A Calloway County, Kentucky, farmer, harvests hemp in 2017 at Murray State University’s West Farm near Murray, Kentucky.

BOISE — Efforts to legalize hemp in Idaho are dead for the year, although a bill that would give some protection to out-of-state truckers could yet become law.

Hemp, a cousin of marijuana with trace amounts of THC that has numerous industrial uses, was legalized nationally by the 2018 Farm Bill. Hemp is legal in every neighboring state, and with the failure of the legalization legislation Idaho will be one of the only states where hemp is banned.

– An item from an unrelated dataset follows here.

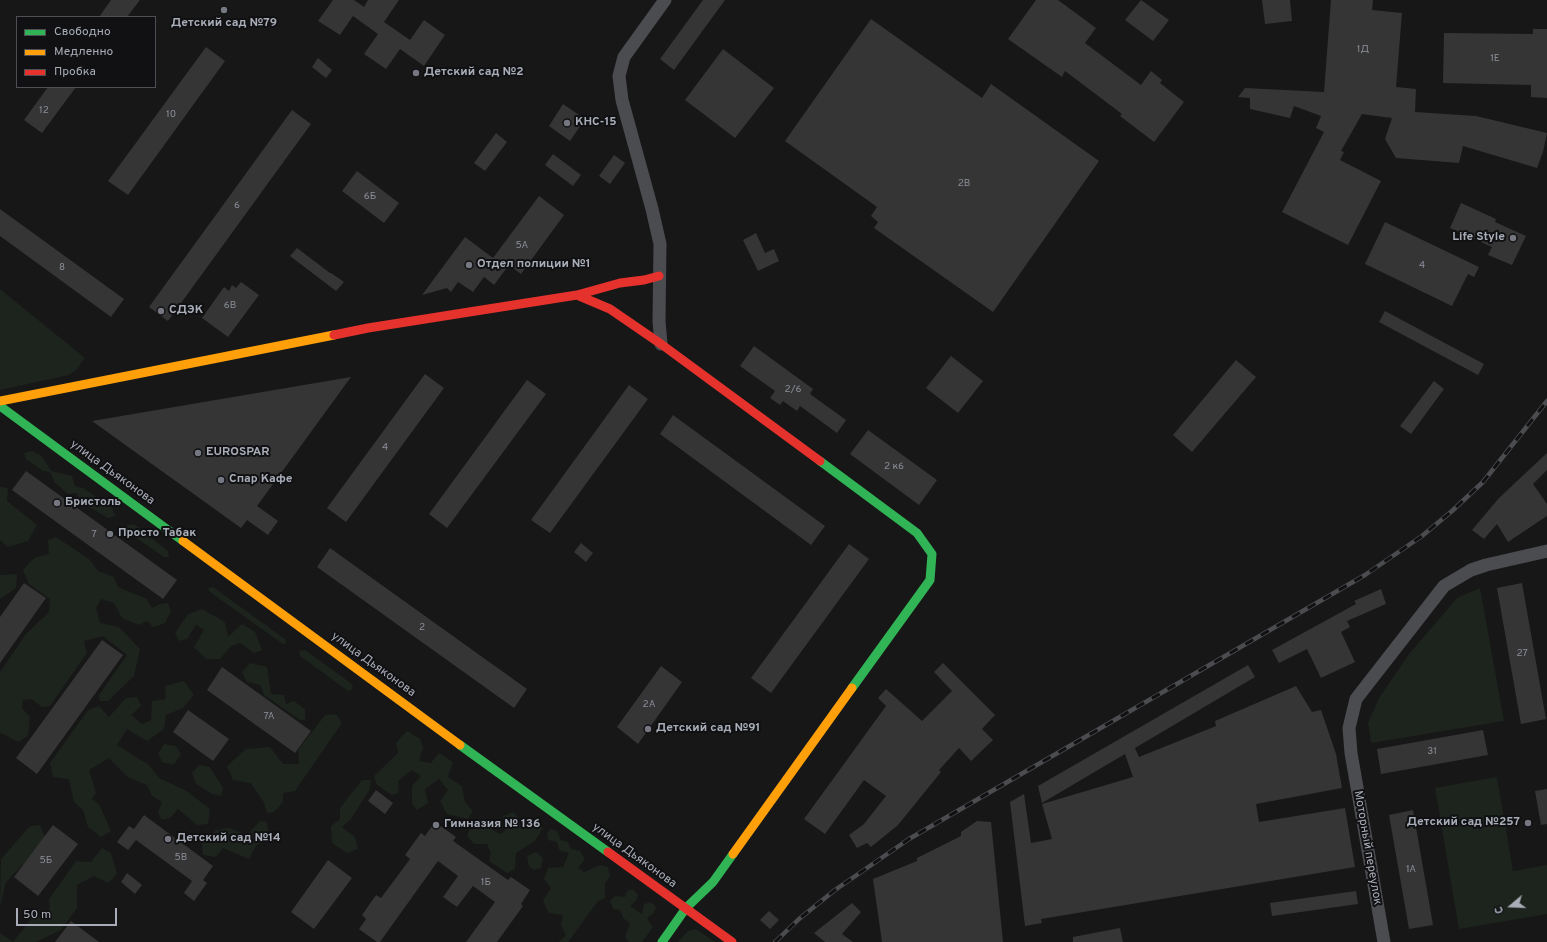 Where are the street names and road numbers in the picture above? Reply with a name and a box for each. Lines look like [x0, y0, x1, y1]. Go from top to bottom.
street label: улица Дьяконова [67, 437, 157, 509]
street label: улица Дьяконова [328, 629, 418, 701]
street label: Моторный переулок [1350, 790, 1384, 906]
street label: улица Дьяконова [589, 820, 679, 892]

The Idaho House voted 56-11 Friday to pass House Bill 300, which was introduced Wednesday. It would let out-of-state truckers transport hemp through Idaho, but it would require a permit from the state Department of Agriculture and let law enforcement inspect the trucks at checkpoints. Even many of the bill’s supporters said they didn’t like it, but that it would at least address the problem of truckers who are transporting something that is legal in most of the country getting arrested in Idaho.

“The only thing that gives me comfort is we will no longer be stopping interstate commerce, which ... is against the Constitution,” said sponsor Rep. Judy Boyle, R-Midvale.

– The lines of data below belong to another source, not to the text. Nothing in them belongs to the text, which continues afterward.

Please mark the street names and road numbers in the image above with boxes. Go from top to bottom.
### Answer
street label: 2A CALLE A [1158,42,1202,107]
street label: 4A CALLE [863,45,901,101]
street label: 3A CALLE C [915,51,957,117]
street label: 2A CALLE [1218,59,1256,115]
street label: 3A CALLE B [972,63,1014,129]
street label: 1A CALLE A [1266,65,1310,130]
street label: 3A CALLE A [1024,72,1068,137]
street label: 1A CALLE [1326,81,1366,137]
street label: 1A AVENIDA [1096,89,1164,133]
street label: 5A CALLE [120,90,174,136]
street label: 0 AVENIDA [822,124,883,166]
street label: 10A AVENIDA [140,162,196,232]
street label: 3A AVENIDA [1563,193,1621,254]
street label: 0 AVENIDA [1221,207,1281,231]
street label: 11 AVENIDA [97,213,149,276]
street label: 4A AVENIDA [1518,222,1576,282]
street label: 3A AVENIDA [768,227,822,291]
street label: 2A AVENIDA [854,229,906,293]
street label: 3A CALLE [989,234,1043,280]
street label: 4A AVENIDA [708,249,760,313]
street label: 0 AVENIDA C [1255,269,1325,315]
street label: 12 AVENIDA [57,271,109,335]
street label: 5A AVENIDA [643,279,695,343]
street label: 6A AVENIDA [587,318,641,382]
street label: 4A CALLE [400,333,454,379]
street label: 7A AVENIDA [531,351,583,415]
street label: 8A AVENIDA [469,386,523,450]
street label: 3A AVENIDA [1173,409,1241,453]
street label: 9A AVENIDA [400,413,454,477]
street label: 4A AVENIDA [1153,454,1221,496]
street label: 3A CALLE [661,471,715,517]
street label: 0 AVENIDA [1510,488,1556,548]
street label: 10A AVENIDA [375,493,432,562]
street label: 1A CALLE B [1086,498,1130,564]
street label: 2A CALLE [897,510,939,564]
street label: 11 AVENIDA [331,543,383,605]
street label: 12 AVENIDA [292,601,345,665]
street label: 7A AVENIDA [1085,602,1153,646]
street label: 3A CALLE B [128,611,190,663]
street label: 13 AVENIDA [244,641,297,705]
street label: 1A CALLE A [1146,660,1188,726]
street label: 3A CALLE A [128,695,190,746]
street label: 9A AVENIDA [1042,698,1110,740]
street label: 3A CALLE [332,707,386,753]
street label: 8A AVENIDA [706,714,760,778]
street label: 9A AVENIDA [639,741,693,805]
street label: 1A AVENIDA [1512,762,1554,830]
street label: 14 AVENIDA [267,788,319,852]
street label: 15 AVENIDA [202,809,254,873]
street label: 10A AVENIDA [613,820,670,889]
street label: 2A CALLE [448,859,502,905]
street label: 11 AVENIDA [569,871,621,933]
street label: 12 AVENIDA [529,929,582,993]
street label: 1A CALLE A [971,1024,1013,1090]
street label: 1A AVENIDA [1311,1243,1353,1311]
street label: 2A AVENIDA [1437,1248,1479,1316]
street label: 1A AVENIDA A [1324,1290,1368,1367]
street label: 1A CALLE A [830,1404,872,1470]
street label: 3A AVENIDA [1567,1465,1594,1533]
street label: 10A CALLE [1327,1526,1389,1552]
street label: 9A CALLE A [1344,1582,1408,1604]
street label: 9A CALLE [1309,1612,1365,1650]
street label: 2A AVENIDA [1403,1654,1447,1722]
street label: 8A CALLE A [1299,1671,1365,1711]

“Between these two bad choices, I think I would elect against locking these people up,” said Assistant Minority Leader Rep. Ilana Rubel, D-Boise.

Rep. Bryan Zollinger


Rep. Bryan Zollinger, R-Idaho Falls, who voted against the bill, said it gives law enforcement too much power.

“This isn’t where we started, it’s where we ended up, and I have concerns about the police state and where (we are) with this bill,” he said.

Idaho Freedom Foundation President Wayne Hoffman, whose group backed the original House Bill 122 to legalize hemp, wrote in his weekly Friday column that the bill is a “step backward.” He went over numerous objections to it, including that the bill doesn’t say how much a permit will cost or what the penalties for a violation would be. He also objected to the checkpoints, and to the fact that hemp will still be illegal to grow.

“More importantly, the new measure would continue to hurt farmers who still won’t be able to benefit from the end of federal hemp prohibition,” Hoffman concluded. “It harms interstate truck drivers who will no doubt be shocked to learn that their cargo requires special permission and documentation to traverse the state. And it hurts Idaho medical patients who face the same regulatory ambiguity and restrictions as they always have regarding CBD oil. It is a frustrating outcome for what should have been an easy policy win for our state and its people.”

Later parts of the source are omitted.